- WHAT TO WORK ON
Work out how many lines in the data below contain the string "radius", and reply with that figure alone.

- RECORDS PROVIDED
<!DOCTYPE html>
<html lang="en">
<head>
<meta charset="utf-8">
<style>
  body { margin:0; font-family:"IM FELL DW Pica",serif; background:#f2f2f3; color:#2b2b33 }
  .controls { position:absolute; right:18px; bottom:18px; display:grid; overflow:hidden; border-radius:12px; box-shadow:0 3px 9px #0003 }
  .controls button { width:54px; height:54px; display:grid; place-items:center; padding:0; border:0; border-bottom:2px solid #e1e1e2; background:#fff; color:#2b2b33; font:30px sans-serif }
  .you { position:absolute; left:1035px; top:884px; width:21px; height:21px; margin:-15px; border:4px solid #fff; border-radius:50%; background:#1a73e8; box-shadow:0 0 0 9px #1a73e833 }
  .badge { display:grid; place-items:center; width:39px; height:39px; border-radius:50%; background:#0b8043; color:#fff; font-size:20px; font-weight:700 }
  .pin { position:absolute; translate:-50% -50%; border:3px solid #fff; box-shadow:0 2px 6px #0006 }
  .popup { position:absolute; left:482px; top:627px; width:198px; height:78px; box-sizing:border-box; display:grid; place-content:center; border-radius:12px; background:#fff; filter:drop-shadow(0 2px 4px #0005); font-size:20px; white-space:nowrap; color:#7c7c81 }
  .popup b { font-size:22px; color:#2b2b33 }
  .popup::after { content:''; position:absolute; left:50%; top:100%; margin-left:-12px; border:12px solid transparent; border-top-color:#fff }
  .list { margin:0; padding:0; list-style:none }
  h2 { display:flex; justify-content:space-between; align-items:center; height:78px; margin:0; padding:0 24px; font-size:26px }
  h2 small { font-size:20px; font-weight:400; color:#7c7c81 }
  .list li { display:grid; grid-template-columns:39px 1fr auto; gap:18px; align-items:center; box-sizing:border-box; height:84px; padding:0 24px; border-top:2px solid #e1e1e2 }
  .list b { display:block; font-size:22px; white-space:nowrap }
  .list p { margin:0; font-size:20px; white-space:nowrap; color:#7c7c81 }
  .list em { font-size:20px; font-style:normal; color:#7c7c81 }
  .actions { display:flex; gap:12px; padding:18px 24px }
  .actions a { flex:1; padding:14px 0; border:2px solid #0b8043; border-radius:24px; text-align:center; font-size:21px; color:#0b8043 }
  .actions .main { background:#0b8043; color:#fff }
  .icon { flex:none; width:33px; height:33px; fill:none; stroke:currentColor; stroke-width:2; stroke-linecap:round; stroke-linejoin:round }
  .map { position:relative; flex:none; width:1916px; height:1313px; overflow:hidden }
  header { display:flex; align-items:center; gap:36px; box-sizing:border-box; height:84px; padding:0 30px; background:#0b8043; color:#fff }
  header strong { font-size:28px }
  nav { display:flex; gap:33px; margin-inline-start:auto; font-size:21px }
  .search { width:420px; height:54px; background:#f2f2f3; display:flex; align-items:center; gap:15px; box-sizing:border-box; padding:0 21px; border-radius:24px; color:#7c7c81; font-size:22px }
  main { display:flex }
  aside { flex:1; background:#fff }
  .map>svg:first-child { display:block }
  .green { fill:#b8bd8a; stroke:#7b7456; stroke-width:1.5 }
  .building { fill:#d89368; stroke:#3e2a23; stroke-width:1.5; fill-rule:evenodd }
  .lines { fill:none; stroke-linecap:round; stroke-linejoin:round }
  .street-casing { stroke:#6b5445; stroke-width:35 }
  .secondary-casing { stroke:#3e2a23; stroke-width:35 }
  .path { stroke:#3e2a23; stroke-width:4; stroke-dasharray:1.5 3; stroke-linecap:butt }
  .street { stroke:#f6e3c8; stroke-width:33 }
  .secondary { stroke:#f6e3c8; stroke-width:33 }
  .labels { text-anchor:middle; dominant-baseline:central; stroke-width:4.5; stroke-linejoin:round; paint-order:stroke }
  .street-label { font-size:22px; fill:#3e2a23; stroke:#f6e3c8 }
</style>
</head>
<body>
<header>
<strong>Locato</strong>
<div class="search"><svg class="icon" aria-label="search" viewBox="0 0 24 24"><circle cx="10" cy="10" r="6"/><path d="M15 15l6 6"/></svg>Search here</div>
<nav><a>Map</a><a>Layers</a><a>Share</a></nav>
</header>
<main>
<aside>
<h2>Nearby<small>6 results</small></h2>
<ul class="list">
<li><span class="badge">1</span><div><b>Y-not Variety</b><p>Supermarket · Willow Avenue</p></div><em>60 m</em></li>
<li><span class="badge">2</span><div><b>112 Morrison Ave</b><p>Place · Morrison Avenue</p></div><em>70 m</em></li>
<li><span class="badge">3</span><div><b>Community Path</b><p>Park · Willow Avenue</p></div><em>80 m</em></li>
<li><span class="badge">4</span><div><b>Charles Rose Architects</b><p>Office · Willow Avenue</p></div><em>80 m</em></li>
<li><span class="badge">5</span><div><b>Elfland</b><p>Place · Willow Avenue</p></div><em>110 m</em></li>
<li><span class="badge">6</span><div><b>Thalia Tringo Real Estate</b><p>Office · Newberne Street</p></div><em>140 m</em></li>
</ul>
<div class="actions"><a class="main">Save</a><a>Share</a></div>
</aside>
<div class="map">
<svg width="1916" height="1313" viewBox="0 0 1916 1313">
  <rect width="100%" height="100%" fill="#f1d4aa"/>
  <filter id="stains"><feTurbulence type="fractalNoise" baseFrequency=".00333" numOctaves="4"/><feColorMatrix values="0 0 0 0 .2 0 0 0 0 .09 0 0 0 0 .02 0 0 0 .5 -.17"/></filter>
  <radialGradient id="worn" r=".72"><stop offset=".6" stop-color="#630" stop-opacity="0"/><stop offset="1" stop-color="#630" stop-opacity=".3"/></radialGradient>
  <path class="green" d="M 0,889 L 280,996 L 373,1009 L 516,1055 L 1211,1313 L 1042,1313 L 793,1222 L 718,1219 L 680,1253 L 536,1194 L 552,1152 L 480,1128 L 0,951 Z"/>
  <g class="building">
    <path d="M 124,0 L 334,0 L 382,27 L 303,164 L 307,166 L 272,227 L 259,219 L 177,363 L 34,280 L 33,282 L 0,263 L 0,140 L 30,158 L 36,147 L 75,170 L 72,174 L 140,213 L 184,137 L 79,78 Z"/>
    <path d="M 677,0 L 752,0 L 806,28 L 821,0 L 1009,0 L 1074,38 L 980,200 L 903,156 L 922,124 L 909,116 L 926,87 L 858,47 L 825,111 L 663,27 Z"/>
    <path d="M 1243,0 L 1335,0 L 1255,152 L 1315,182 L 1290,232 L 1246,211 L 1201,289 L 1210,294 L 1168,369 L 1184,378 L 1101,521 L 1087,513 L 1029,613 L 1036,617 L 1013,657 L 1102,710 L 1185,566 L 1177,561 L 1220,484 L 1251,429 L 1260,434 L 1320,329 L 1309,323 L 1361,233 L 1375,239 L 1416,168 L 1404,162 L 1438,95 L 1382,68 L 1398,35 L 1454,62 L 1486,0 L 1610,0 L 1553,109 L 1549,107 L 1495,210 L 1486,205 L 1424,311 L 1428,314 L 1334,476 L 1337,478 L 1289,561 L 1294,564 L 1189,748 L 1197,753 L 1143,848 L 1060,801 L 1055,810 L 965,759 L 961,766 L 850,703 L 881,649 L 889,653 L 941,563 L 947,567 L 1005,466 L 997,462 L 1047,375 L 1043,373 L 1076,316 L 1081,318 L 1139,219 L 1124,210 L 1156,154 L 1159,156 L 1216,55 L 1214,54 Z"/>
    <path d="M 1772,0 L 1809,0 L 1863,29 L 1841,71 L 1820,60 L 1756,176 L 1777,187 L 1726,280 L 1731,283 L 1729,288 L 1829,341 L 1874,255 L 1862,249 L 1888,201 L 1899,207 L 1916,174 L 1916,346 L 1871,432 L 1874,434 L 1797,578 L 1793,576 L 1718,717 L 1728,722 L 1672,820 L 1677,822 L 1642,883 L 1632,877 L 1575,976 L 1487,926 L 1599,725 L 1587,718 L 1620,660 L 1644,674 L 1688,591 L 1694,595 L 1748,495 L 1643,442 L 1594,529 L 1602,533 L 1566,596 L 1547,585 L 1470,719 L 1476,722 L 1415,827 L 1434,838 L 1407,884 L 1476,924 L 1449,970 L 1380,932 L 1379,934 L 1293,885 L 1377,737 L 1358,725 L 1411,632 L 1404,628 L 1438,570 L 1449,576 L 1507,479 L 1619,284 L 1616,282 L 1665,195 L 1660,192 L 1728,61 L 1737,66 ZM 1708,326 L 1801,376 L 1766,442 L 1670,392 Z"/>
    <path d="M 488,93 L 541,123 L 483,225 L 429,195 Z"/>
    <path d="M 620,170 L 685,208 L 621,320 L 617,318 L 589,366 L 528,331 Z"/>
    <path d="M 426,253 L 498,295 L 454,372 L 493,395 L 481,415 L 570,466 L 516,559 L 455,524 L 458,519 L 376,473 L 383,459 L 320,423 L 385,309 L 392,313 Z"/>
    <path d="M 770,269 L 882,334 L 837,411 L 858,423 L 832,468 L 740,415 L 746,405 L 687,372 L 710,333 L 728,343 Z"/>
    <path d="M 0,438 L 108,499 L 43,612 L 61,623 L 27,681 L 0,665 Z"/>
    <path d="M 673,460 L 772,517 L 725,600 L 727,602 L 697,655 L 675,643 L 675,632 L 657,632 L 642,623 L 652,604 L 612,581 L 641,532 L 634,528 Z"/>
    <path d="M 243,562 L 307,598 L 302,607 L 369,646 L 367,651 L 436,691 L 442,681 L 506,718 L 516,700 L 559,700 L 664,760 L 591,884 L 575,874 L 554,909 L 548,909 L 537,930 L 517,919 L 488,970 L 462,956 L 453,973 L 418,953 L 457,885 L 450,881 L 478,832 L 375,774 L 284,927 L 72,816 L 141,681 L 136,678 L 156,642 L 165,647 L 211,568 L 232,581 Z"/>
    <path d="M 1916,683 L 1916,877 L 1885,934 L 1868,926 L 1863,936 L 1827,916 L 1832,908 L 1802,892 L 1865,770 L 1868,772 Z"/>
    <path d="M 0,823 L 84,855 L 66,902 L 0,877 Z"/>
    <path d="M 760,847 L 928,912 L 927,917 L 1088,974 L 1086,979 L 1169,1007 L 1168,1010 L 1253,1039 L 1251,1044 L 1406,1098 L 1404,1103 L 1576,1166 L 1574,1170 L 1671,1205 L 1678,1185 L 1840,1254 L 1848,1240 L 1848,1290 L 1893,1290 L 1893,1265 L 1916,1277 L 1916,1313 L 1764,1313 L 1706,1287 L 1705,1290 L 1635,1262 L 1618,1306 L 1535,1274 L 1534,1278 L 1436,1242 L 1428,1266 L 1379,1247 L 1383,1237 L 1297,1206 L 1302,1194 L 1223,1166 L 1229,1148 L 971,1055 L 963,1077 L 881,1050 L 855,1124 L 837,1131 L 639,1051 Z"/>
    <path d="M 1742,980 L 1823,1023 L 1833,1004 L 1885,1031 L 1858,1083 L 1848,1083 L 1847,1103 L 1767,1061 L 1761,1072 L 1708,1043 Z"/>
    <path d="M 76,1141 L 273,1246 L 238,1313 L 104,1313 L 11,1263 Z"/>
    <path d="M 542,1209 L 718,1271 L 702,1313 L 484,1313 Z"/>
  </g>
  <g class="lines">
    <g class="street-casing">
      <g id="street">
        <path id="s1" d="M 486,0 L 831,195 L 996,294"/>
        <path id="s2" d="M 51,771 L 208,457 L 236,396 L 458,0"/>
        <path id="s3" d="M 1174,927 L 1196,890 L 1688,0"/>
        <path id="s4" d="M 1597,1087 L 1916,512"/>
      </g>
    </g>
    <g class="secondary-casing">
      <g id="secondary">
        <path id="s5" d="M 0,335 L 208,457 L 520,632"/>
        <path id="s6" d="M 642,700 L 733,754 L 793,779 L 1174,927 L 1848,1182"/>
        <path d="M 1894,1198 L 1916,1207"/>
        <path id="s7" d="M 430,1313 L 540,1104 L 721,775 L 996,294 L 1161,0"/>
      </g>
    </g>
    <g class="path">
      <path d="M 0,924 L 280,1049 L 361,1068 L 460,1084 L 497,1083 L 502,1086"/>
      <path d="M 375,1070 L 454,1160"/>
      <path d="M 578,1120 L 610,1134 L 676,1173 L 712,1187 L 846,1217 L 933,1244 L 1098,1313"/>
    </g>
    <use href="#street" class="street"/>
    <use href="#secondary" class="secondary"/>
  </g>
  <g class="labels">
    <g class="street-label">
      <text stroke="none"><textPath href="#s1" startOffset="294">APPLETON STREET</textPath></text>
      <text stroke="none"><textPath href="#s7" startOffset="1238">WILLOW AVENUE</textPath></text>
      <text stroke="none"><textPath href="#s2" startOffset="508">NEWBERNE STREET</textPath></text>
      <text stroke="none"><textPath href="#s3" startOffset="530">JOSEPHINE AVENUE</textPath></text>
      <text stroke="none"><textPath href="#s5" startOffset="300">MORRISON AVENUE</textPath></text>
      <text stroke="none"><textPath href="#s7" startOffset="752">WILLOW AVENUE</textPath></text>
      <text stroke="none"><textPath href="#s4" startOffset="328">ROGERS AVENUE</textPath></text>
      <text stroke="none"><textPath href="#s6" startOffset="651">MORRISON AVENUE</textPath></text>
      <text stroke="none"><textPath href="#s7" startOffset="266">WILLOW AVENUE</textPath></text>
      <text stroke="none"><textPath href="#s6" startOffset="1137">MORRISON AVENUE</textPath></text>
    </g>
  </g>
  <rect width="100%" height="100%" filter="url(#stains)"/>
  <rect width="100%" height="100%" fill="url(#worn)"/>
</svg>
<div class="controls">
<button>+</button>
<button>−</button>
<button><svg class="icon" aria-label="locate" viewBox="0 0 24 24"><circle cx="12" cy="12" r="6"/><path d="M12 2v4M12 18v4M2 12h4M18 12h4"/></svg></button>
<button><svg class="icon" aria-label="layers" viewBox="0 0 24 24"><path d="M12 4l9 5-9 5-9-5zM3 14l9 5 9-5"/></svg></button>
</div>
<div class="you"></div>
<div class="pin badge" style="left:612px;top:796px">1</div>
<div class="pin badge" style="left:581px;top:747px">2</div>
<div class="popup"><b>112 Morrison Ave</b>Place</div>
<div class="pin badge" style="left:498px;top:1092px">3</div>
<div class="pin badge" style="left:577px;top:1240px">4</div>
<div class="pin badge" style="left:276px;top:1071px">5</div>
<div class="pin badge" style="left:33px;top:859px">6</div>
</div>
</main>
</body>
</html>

- TASK RESULT
6